FraGNNet achieves over 0.70 cosine similarity (0.01 Da binning resolution) when evaluated on held-out data, outperforming other spectrum predictors. In terms of retrieval-based spectrum identification, FraGNNet performs well as an spectra library generation tool. FraGNNet is highly interpretable, providing fragment annotations for each predicted peak and an estimate of the total peak intensity that the model cannot explain. Through ensembling, unreliable peak intensities and annotations can be identified to increase user confidence in the model’s predictions.

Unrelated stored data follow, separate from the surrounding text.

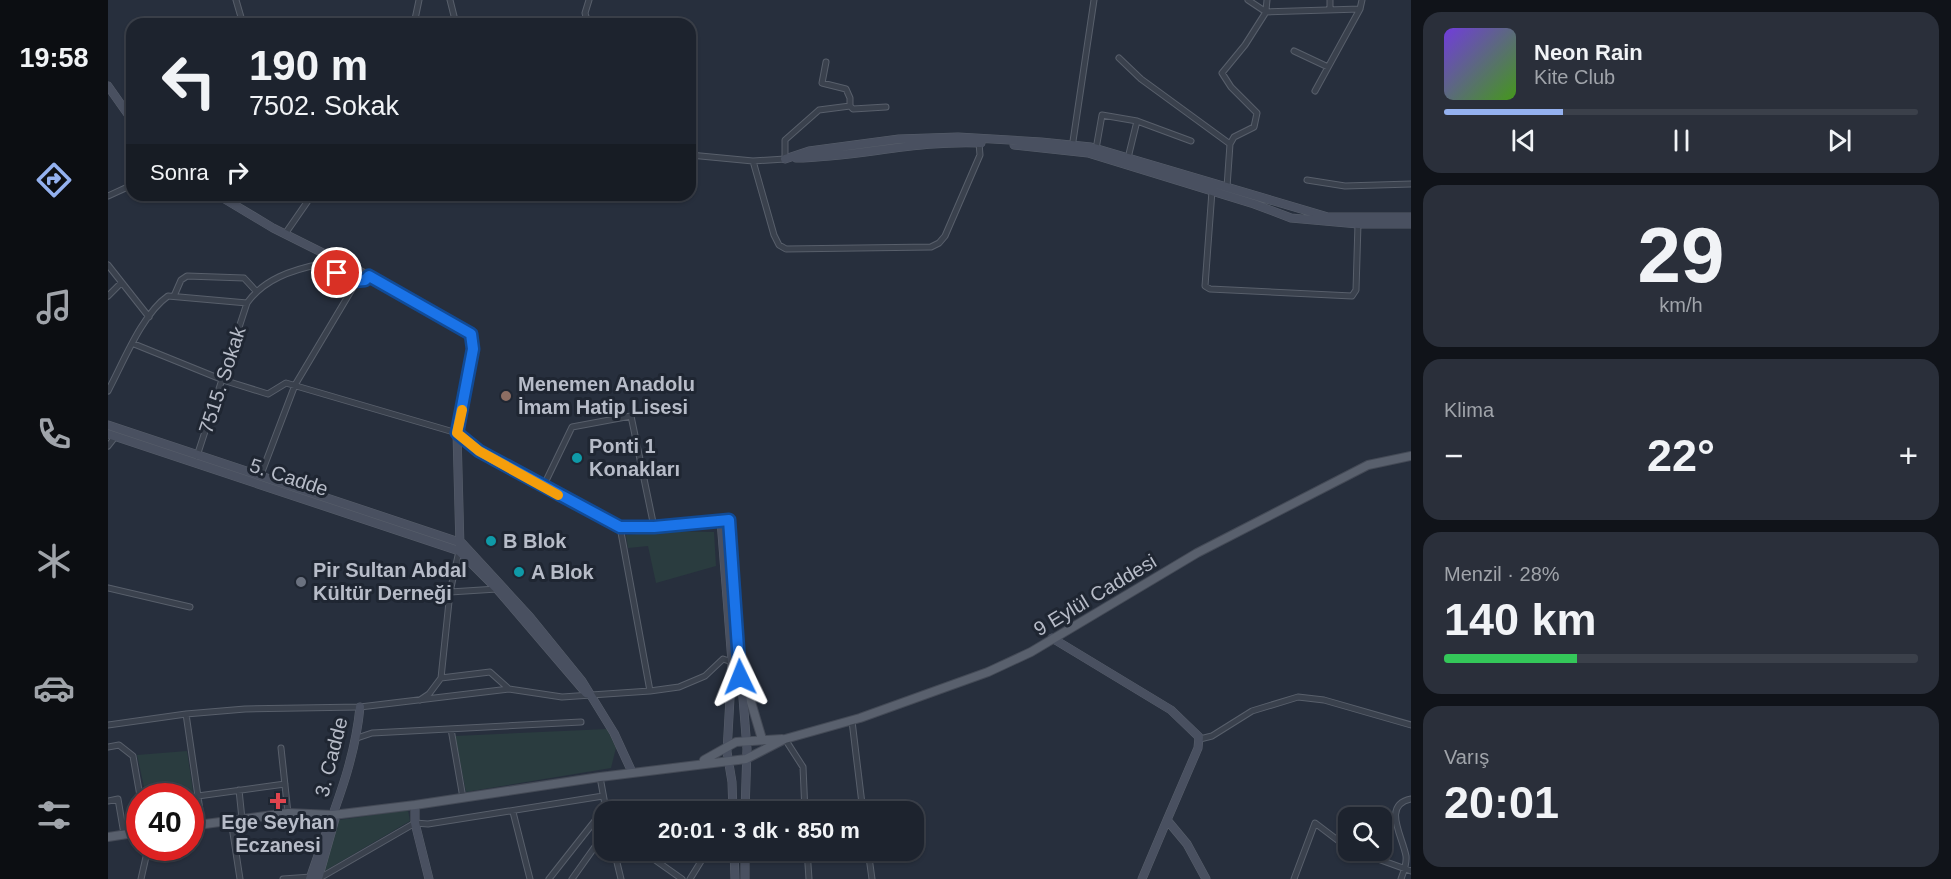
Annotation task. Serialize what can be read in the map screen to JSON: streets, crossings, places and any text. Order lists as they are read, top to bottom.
{
  "streets": {
    "main road": ["9 Eylül Caddesi"],
    "street": ["7515. Sokak", "5. Cadde", "3. Cadde"]
  },
  "crossings": [
    ["9 Eylül Caddesi", "3. Cadde"]
  ],
  "places": {
    "other": [
      "Menemen Anadolu İmam Hatip Lisesi",
      "Ponti 1 Konakları",
      "B Blok",
      "A Blok",
      "Pir Sultan Abdal Kültür Derneği"
    ],
    "health": ["Ege Seyhan Eczanesi"]
  },
  "page": {
    "tabs": "19:58",
    "turn": ["190 m", "7502. Sokak"],
    "song": ["Neon Rain", "Kite Club"],
    "then": "Sonra",
    "tile": [
      ["29", "km/h"],
      "Klima",
      ["Menzil · 28%", "140 km"],
      ["Varış", "20:01"]
    ],
    "heat": ["−", "22°", "+"],
    "limit": "40",
    "trip": "20:01 · 3 dk · 850 m"
  }
}
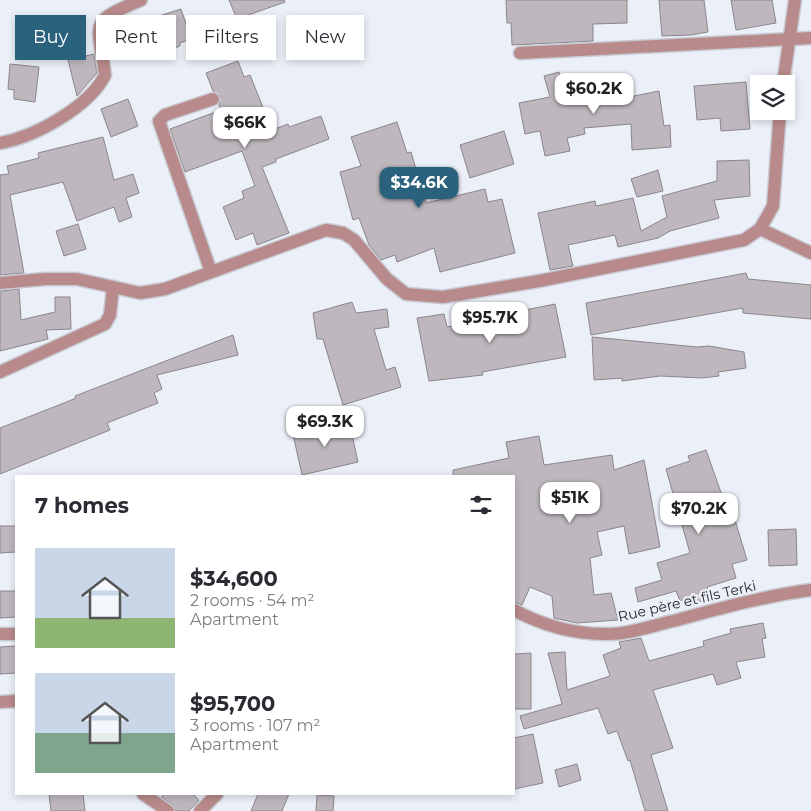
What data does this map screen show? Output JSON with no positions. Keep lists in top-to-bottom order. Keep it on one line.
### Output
{"streets":{"street":["Rue père et fils Terki"]},"page":{"chip":["Buy","Rent","Filters","New"],"price":["$60.2K","$66K","$34.6K","$95.7K","$69.3K","$51K","$70.2K"],"heading":"7 homes","list":[{"name":"$34,600","note":"2 rooms · 54 m² · Apartment"},{"name":"$95,700","note":"3 rooms · 107 m² · Apartment"}]}}
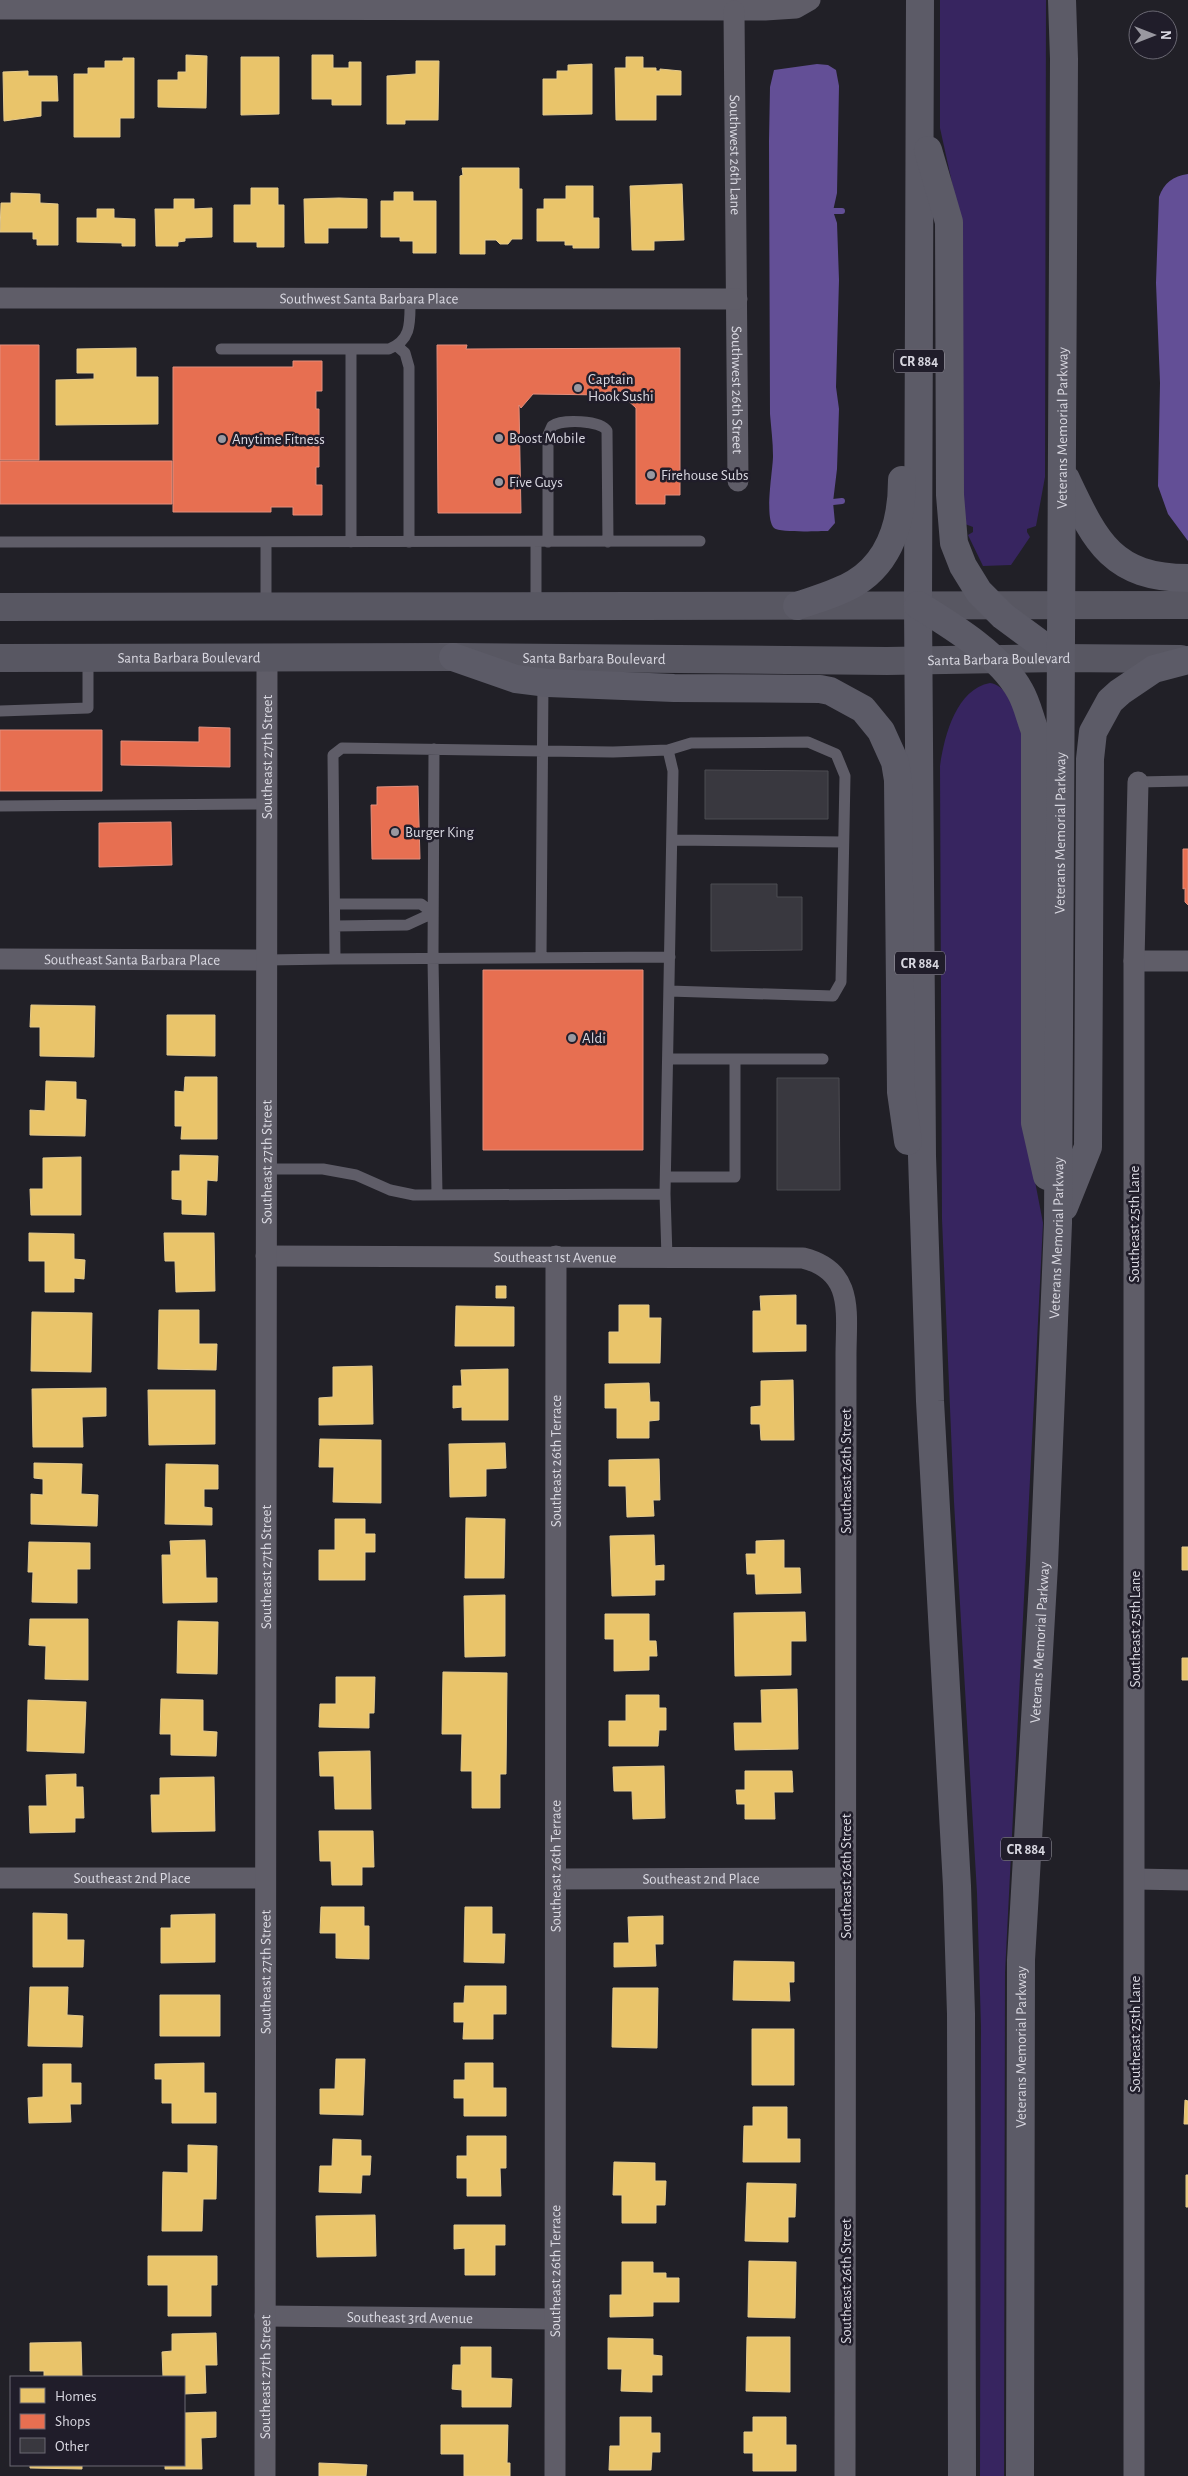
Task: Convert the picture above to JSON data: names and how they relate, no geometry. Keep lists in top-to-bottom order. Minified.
{"streets":{"highway":["CR 884","Veterans Memorial Parkway"],"main road":["Santa Barbara Boulevard"],"street":["Southwest 26th Lane","Southwest Santa Barbara Place","Southwest 26th Street","Southeast 27th Street","Southeast Santa Barbara Place","Southeast 25th Lane","Southeast 1st Avenue","Southeast 26th Terrace","Southeast 26th Street","Southeast 2nd Place","Southeast 3rd Avenue"]},"crossings":[["Southwest 26th Lane","Southwest Santa Barbara Place"],["Southwest 26th Lane","Southwest 26th Street"],["Southwest Santa Barbara Place","Southwest 26th Street"],["CR 884","Santa Barbara Boulevard"],["Veterans Memorial Parkway","Santa Barbara Boulevard"],["Santa Barbara Boulevard","Southeast 27th Street"],["Southeast 27th Street","Southeast Santa Barbara Place"],["Southeast 27th Street","Southeast 1st Avenue"],["Southeast 27th Street","Southeast 2nd Place"],["Southeast 27th Street","Southeast 3rd Avenue"],["Southeast 1st Avenue","Southeast 26th Terrace"],["Southeast 1st Avenue","Southeast 26th Street"],["Southeast 26th Terrace","Southeast 2nd Place"],["Southeast 26th Terrace","Southeast 3rd Avenue"],["Southeast 26th Street","Southeast 2nd Place"]],"places":["Captain Hook Sushi","Boost Mobile","Anytime Fitness","Firehouse Subs","Five Guys","Burger King","Aldi"],"legend":["Homes","Shops","Other"],"north":"right"}
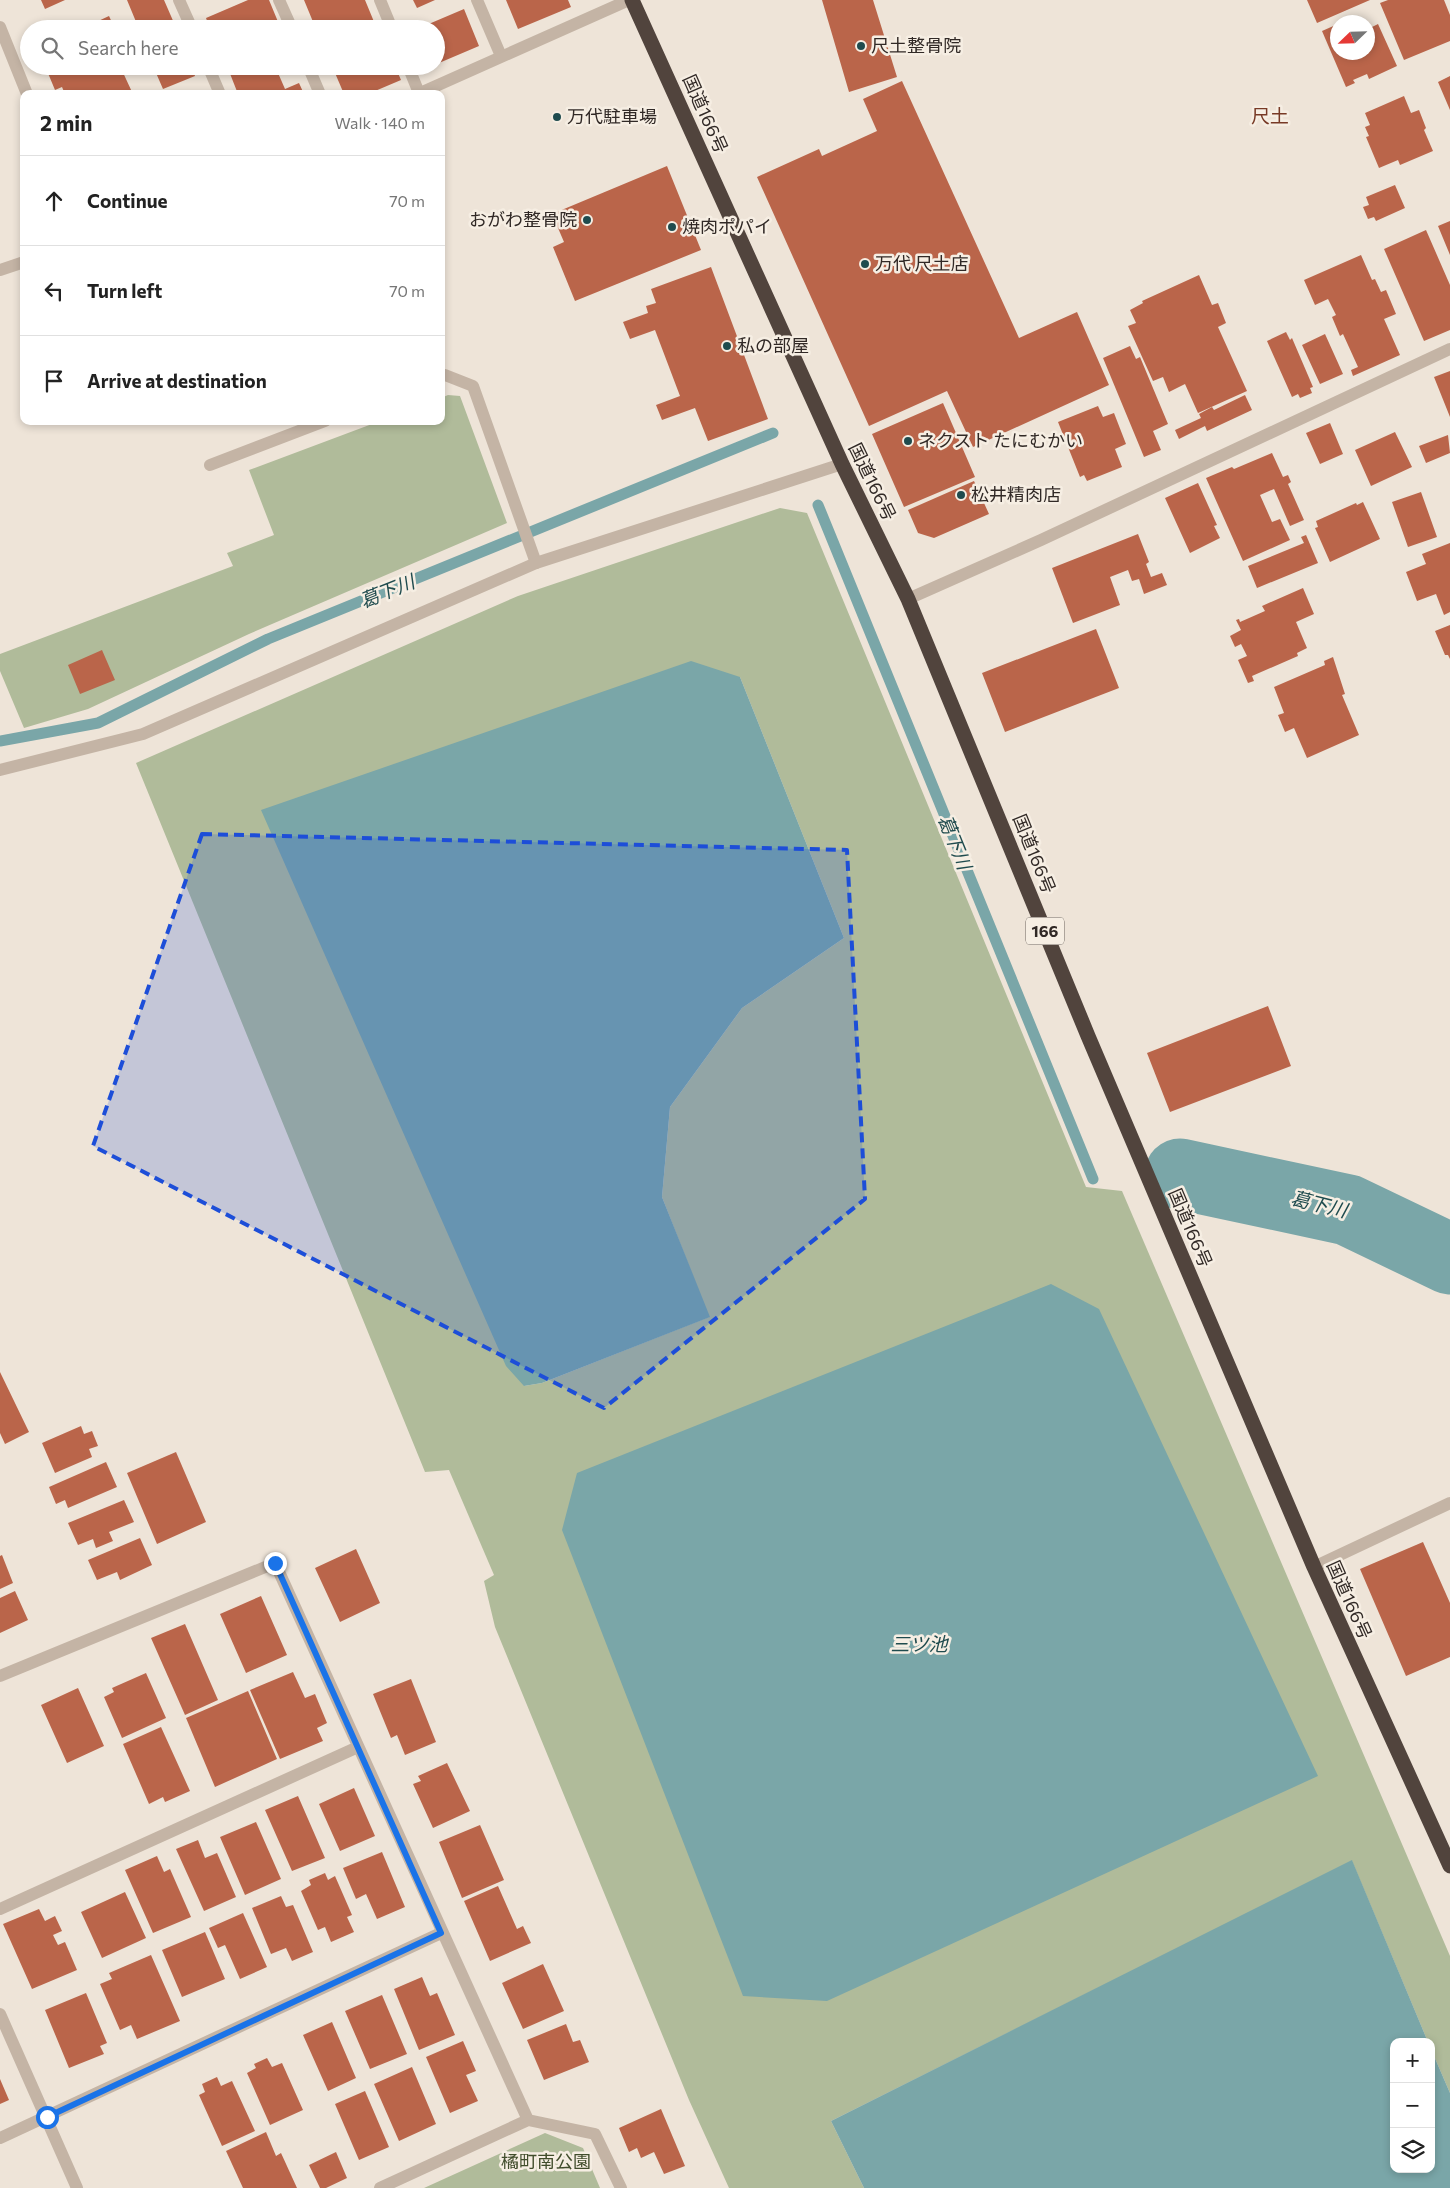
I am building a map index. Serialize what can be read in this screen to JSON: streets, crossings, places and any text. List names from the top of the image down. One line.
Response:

In summary, FraGNNet is a state-of-the-art spectrum prediction model with a number of unique features that make it a compelling choice for MS/MS-based structure identification.

17:40-18:00
Formation of the Canadian Artificial Intelligence and Mass Spectrometry Consortium (CAN-AIMS)
Confirmed Presenter: Jennifer Geddes-McAlister, University of Guelph, Canada

Room: 520a
Format: In Person

Moderator(s): Felipe Pérez-Jvostov (The Alliance)


Authors List: Show

  • Jennifer Geddes-McAlister, University of Guelph, Canada
  • Arnaud Droit, Laval University, Canada

Presentation Overview: Show

Disease spans diverse demographics and negatively impacts human health, affecting each individual in a specific manner. The ability to diagnose, monitor, and treat individuals in a strategic and personalized manner is limited due to lack of disease knowledge and discrepancies in accessibility of healthcare. To overcome these limitations, an increased understanding of the causes, regulatory mechanisms, and treatment options for diseases are needed. Importantly, the identification of proteins, metabolites, and pathways responsible for disease presents a critical starting point. However, the integration of datasets across biological networks and platforms is challenging to ensure comprehensive and robust analyses. Herein, we introduce the Canadian Artificial Intelligence and Mass Spectrometry Consortium (CAN-AIMS), which brings together researchers from across Canada with diverse expertise in human disease, proteomics, computation, and bioethics. The goals of CAN-AIMS are three-fold, to: i) explore innovative research strategies from discovery to translation, ii) develop a hands-on training platform for the next generation of scientists, and iii) build capacity in leading-edge instrumentation and computational recourses for Canada. Together, CAN-AIMS provides the first cohesive group of researchers working collectively to define and mitigate disease within Canada using a combination of mass spectrometry-driven technologies and computational platforms for integration of disease knowledge to improve diagnostics and treatments.